Frederick County, Md. on Thursday became the sixth jurisdiction in the country to offer residents the ability to text its 911 center.
Dispatchers are standing by ready to take text requests from Verizon wireless customers for police, fire or EMS services.
In December, FCC Chairman Julius Genachowski announced that the nation’s four largest
wireless carriers -- AT&T, Verizon, Sprint, T-Mobile -- agreed to accelerate the availability of text-to-911.
The FCC put a nationwide deadline on the texting capability of May 15, 2014.
York County, Va., the first communications center to accept 911 texts, receives several hundred a month, officials noted.
Next Generaton 911 is especially important in Frederick County because that's where the Maryland School for the Deaf is located, Jack Markey, county director of emergency management.
Right now, the techology is only available to Verizon wireless customers. People with other companies should receive a message that 911 texting service won't go through.

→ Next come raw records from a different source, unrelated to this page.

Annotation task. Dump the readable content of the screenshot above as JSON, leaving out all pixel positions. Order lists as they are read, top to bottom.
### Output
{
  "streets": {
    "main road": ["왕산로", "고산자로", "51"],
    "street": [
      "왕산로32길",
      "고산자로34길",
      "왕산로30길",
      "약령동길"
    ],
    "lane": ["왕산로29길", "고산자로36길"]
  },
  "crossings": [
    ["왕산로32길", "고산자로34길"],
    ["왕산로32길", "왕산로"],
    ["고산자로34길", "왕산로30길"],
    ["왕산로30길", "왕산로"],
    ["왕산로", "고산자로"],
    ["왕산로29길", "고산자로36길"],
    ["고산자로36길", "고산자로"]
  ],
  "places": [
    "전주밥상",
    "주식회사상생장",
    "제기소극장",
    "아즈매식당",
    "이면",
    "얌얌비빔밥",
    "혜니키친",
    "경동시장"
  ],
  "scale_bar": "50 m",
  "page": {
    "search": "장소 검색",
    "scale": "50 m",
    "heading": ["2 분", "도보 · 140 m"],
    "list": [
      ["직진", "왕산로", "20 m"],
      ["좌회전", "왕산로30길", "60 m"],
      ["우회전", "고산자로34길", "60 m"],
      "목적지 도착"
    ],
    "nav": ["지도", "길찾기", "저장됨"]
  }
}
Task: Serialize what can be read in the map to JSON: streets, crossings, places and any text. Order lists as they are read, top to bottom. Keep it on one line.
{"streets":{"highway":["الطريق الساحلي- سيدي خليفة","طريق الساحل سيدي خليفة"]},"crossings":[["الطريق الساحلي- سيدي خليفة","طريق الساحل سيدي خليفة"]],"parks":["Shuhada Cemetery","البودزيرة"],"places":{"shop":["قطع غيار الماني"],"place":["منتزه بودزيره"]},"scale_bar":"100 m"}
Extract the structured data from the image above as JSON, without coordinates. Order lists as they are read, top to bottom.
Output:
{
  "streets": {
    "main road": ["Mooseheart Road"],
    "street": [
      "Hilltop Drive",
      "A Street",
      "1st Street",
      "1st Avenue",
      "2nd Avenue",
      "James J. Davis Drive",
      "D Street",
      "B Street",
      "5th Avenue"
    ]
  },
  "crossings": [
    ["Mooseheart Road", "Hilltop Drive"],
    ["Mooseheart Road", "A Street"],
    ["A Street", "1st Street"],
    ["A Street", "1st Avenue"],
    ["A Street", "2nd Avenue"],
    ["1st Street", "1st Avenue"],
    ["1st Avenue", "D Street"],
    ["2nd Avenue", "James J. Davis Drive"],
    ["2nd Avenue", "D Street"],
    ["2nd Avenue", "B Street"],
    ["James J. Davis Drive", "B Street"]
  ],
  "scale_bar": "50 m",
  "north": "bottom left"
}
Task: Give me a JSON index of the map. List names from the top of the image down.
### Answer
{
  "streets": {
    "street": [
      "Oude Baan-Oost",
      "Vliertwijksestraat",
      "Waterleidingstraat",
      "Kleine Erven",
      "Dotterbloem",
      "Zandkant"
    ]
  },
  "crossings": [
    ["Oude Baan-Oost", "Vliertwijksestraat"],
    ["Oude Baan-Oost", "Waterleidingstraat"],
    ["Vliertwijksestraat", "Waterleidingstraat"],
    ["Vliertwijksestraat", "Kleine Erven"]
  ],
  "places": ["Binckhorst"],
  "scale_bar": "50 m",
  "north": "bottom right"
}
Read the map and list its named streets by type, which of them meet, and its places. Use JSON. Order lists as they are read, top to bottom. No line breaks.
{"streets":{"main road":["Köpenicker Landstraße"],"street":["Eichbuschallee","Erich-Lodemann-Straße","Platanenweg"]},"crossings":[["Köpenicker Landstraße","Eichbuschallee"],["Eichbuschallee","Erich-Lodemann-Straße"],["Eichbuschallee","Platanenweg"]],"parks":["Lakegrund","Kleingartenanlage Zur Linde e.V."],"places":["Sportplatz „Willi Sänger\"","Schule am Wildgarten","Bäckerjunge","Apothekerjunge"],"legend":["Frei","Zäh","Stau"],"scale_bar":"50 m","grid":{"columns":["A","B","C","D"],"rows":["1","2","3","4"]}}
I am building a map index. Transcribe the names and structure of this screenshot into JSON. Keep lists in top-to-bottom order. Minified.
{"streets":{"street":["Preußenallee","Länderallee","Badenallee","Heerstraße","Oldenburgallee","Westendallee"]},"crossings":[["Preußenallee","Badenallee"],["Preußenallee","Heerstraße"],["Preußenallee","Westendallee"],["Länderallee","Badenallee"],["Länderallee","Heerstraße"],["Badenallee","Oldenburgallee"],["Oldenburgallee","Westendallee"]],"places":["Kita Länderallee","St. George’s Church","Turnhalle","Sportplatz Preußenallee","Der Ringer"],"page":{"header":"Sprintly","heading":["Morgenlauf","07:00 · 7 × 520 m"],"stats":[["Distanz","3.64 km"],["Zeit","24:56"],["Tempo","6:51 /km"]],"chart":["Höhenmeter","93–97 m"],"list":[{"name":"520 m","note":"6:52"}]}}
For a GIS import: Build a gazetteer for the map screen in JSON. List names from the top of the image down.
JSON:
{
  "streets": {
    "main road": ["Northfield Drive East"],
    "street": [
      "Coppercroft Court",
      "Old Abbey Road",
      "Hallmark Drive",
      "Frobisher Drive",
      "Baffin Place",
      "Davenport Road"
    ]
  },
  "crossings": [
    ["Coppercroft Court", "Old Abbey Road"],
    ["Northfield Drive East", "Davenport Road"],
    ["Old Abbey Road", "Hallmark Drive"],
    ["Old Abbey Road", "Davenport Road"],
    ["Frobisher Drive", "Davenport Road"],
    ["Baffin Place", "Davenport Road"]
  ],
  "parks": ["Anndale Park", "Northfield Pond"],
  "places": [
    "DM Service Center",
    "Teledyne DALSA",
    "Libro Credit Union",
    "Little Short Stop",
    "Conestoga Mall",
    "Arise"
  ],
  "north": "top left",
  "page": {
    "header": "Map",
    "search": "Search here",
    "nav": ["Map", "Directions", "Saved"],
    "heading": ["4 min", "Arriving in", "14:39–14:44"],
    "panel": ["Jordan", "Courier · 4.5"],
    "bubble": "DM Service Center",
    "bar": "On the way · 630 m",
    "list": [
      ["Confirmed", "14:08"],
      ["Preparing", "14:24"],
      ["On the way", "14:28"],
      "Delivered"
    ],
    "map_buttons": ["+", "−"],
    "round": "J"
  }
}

TeleCommunication Systems, the company that provided the technology for the service, were on hand for the debut Thursday afternoon.
Drew Morin, TCS chief technology officer, said his company is proud to be part of solution.
"This technology is for all of us," he said, adding that SMS is just the first step in the process.
When a Verizon caller texts '911' on their cellphone in Frederick County, someone at the ECC will type a message back acknowledging it, and asking for the address of the emergency.
They also will inquire if the person can make a regular or voice call.
If not, they will continue typing following a script to ask questions of the caller.
ECC Director Chip Jewell said he learned from hearing impaired folks attending the press conference that certain words may have to be modified to assist the deaf population.
"They told me that 'exactly' doesn't exist in their language," he said, adding that the county will be modifying protocols as the project moves along.
He added that once a text message is initiated, the dispatchers will hold it open to ensure the information is garnered before releasing it.
"This is another tool for us to better serve the public," he added.
Anthony Myers, who heads the state's Emergency Numbers Systems Board, lauded Frederick County for stepping up to be the pilot program.
Myers said the rest of the state will be anxious to hear how it works.